Few psychologists would deny that psychological measurement is messy and that observed scores are biased by systematic and random measurement error. It is therefore surprising that also few psychologists are actually trying to do something about this by using multi-method measurement models to control for measurement error. Multi-method measurement models are usually published by psychometricians who are only interested in measurement, but not in substantive theories. As a result, most published work relies on messy measures with unknown validity. This is also true for research on well-being. Given the lack of emphasize on measurement, it is also very difficult to find competent reviewers of work that uses measurement models because most well-being researchers are not trained in measurement.

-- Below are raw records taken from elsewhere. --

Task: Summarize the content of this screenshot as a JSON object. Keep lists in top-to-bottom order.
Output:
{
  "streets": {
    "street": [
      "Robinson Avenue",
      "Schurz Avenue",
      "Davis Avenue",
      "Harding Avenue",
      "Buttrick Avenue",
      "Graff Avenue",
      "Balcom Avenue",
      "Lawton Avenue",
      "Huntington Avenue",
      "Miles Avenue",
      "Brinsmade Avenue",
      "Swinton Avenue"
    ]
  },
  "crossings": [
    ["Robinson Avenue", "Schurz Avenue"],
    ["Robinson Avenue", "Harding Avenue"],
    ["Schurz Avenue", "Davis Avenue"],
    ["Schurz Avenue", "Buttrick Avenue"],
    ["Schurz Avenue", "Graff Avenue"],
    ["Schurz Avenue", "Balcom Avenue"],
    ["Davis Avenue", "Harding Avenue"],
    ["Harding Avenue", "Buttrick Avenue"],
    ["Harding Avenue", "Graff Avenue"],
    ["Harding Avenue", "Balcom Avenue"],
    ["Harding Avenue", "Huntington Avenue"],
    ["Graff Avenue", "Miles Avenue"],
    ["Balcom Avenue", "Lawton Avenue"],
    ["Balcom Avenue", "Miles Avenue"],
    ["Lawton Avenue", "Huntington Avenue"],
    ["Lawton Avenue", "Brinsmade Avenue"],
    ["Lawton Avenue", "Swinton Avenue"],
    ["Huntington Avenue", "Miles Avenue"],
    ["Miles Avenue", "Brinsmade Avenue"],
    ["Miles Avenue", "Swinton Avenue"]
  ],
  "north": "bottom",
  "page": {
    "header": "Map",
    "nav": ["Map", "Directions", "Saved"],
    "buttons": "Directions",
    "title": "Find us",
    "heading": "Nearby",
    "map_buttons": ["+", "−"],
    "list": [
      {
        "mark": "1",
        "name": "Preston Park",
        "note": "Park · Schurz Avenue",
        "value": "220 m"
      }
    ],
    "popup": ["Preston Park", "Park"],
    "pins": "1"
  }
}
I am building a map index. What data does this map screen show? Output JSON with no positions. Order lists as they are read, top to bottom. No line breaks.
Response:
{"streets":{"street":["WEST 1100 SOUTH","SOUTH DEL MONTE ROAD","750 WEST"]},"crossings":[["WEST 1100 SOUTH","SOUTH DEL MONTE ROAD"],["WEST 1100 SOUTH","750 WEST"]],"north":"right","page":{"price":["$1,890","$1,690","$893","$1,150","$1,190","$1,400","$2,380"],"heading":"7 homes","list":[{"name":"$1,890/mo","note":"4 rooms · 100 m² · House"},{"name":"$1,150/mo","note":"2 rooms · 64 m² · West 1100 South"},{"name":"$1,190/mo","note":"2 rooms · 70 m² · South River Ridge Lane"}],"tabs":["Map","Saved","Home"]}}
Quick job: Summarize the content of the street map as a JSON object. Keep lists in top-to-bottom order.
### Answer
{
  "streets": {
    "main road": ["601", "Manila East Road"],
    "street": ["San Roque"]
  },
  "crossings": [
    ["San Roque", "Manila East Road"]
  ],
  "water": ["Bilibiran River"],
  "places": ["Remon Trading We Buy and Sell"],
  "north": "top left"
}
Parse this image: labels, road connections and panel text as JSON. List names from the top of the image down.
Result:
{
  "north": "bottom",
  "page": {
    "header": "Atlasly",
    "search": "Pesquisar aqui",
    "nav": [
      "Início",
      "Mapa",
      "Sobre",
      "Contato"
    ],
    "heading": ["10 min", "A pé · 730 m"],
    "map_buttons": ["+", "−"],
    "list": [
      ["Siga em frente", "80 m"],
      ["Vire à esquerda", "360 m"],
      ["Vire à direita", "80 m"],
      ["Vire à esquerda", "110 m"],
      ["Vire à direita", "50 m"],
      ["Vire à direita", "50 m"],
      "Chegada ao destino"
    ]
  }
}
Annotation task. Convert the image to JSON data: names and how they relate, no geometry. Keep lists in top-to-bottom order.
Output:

To avoid the pain of peer-review, I am presenting the result of a complex model of well-being as a blog post. This model addresses many unanswered questions in the well-being literature. This may sound like a good thing, but it is a problem. Psychology articles are designed to answer one question at a time. Hopefully, without any concern about effect sizes. Like, does money buy happiness? Yes or No? Or, does neuroticism predict well-being. Of course, it does. This piecemeal work often culminates in a meta-analysis that shows the average correlation across many studies. Although this information quantifies effects, nobody knows what to do with this quantitative information. Psychologists are not used to think in terms of complex models with multiple variables that can all influence each other. In fact, they despise these models becaues they make causal assumptions with correlational data. What would happen if we allowed that. After all, we pride ourselves on the use of experiments which makes us superior to the social sciences that use correlations. The problem is that nobody has come up with a good experiment to study what makes lives good that could be adminstered on Mturk for 20 cents per participant.
Ok, rant over.
1. A measurement model of well-being.
The most widely used indicators of well-being are life-satisfaction judgments. They have high face validity because they directly ask respondents to evaluate their lives with a subjectively chosen ideal. However, face validity does not imply that a measure is valid or that all of the variance in it is valid variance. The most widely used evidence to claim that self-ratings of life-satisfaction are valid indicators of well-being is that they show convergent validity with informant ratings. Although everybody might be lying, it is more likely that agreement between raters reflects some valid information about individuals’ lives.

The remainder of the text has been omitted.